AB'ye katılım sürecinin İmamoğlu'nun tutukluluğu nedeniyle olumsuz etkilendiğini belirten Amor, "İmamoğlu, Cumhurbaşkanı adayı olmadan önce tutuklandı. AB üyesi olmak istiyorsunuz ama muhalefetin önde gelen kişilerinden birini tutukluyorsunuz. Biz Türkiye'nin çok önemli bir ortak olduğunu biliyoruz, güvenlik alanı özellikle nedenlerden bir tanesi. Ekonomiyle ilgili de Bakan Şimşek ile görüştük, bu temasları olumlu değerlendiriyoruz. Enerji, ticaret, göç konularının ele alınacağı ortam yaratılıyor. Ancak ele alacağımız bir başka konu hukuki güvenlik. Şimşek, yabancılardan yatırım talep ediyor doğal olarak. Ancak bağımsız yargınız yoksa yatırımcılar çekinir. İş adamlarını gözaltına almak doğru değil, rahatsızlık yaratan bir durum. Gelecekte katılım sürecinin canlandırılması için terör konusunda atılan adımlar destekleyici. Ancak İmamoğlu'nun tutuklanması şu an bu süreci sekteye uğratan en önemli şey. Bu bir süreç, iyileşme ve gelişmenin hemen olmasını beklemiyoruz. İnfaz paketinden söz edersek, bu adımın bir haftada ülkeyi değiştirmesini bekleyemeyiz. Ben İspanya'dan geliyorum. Siyasi şiddetin sorun olmamasının nasıl bir şey olduğunu biliyorum. Umut var diye düşünüyorum. Eksik de olsa yapılanlar, atılan adımlar var. Bu sürecin başlamış olması mükemmel bir haber. Barışçıl bir toplum olması ve şiddetin ortadan kalkması, siyasi idare ve istikrar, demokrasi alanına da etki edecektir" değerlendirmesinde bulundu.

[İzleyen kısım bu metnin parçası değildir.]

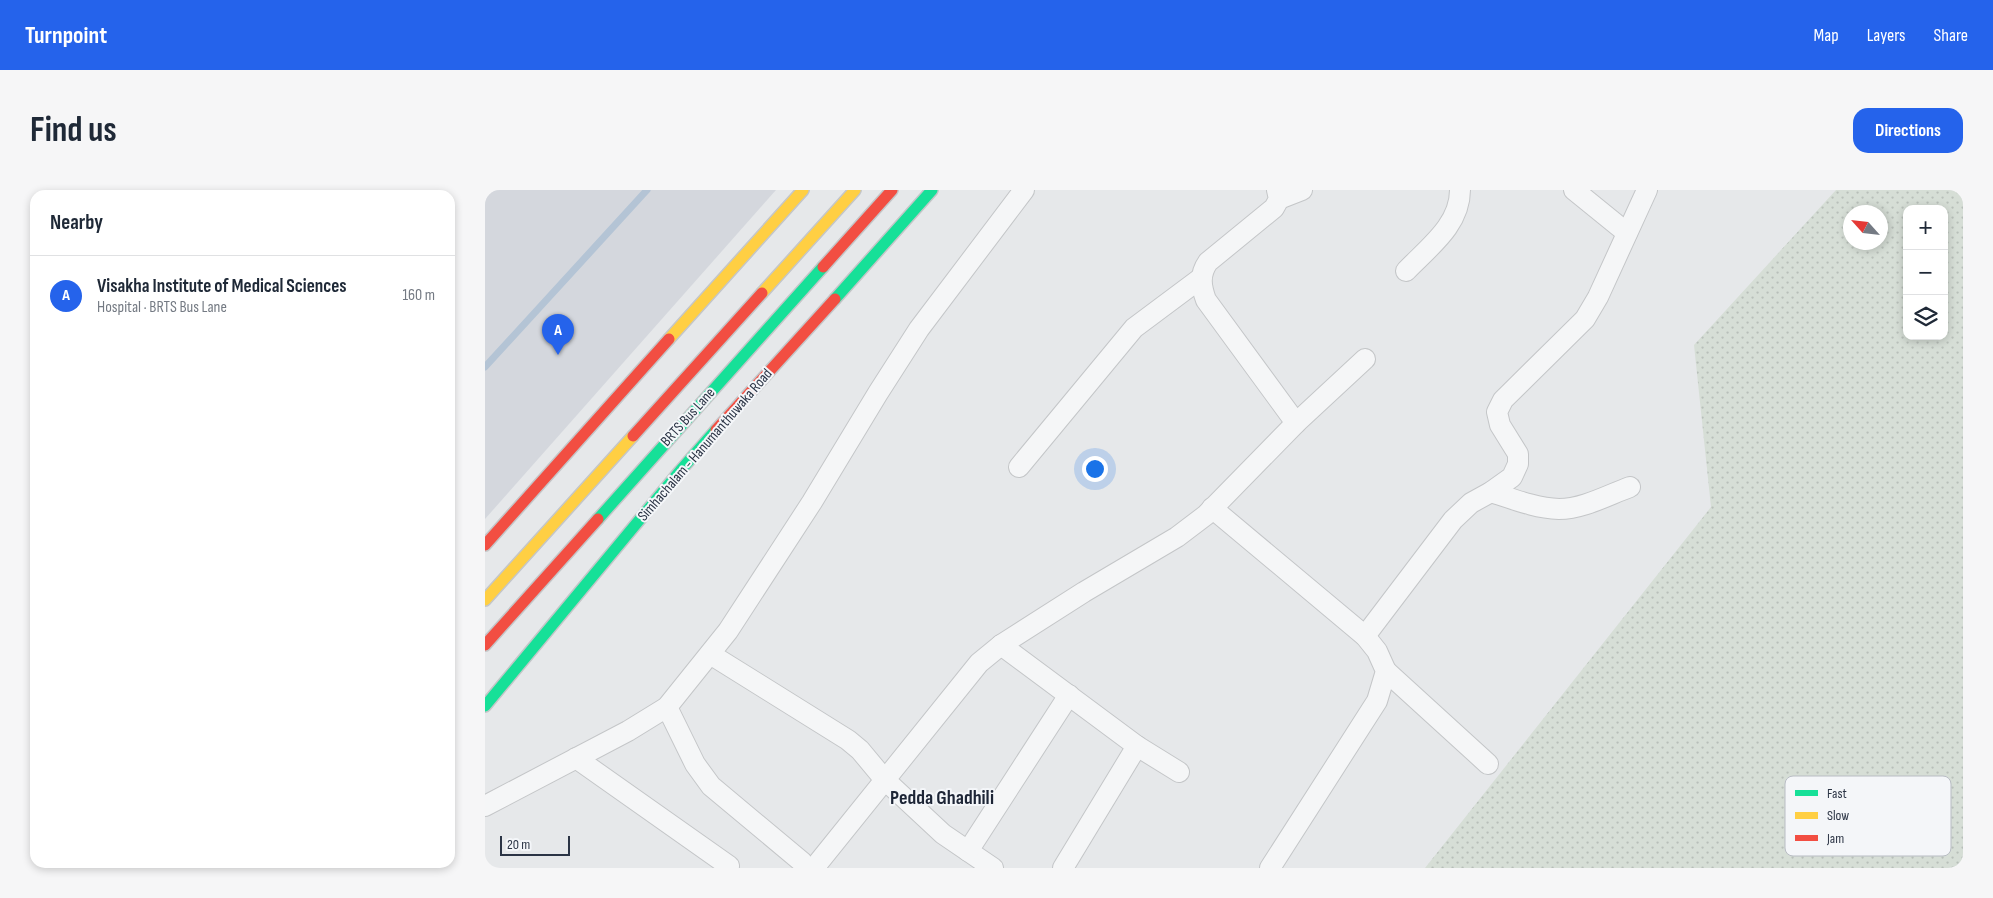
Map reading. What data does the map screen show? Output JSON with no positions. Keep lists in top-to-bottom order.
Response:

AMOR, İMAMOĞLU İLE GÖRÜŞMEK İSTİYOR

Raportör Amor, katılım sürecine dönüş şartlarından söz ederek, "İmamoğlu'nu ziyaret etmek, görüşmek isterim ama kendisiyle belediyede görüşmek isterim. Avrupa İnsan Hakları Mahkemesi kararlarının uygulanmasını istiyoruz. Katılım sürecinin başlaması için birtakım adımlar atılmalı. Savcıların siyasi bir gündem için kullanılmamasını görmek istiyoruz ama korkarım ki son gelişmeler buna hizmet etmiyor. Avrupa'nın bunu gördüğünü anlamıyor musunuz? İmamoğlu'nun evine bu kadar polis göndererek o kişinin imajın değiştirmek istiyorsunuz. O kadar polisin gecenin bir yarısı silahlarla orada olması normal değil. Belki de siz bunun içinde olduğunuz için normalleştiriyorsunuz. Dışardan bakınca bunlar çılgınca şeyler. 14 yaşındaki bir kız çocuğunun terörizmden yargılanması çok anlaşılmaz. Bu da katılım sürecinin başlaması ve devam etmesini engelliyor. Bu süreç ölmedi ama ilerleme de olmuyor. Son bir iki ayda özgürlük ve haklar konusunda ortam daha da kötüleşti. Kanunu ve kanunları, hukuku bir siyasi araç olarak kullanmak başka bir şey. Sizde rektörler bile Cumhurbaşkanı tarafından atanıyor. Bizim ülkemizde iktidardaki isimler dahi yargılanabiliyor. İmamoğlu, aynı gün terörizm ve yolsuzlukla suçlandı. Ona olanların adaletle bir ilgisi yok. Gözaltı süreci de kabul edilebilir değildi. 15 yıl önce çok daha kapsayıcı bir ülkeydiniz. Tekrar bunun olması gerekiyor katılım sürecine dönmek için" ifadelerini kullandı.

SURİYELİ YETKİLİLERE FIRSAT VERİLMELİ

Amor, Türkiye'nin Suriye konusundaki tutumunun olumlu karşılandığına vurgu yaparak, "Ülkeniz Suriye ile ilgili mükemmel bir iş çıkardı. Tüm uluslararası ortakların rol oynaması önemli ancak sizin hükümetiniz iyi iş çıkardı. Suriyeli yetkililere bir fırsat vermemiz gerekiyor. Onları geçmişlerinden dolayı yargılamak da söz konusu ancak fırsat verilmeli. AB ile Türkiye bu konuda iş birliği yapıyor. Sadece yaptırımları kaldırmak yetmez. Yeni iktidara bir şans vermek gerekiyor. Orada gerçek bir düzen, yeniden inşa gerçekleşmesi gerekiyor. Türkiye’nin Suriye’den gelen göç ile ilgili duruşu insani ve etik değerlerle uyumlu oldu" diye konuştu.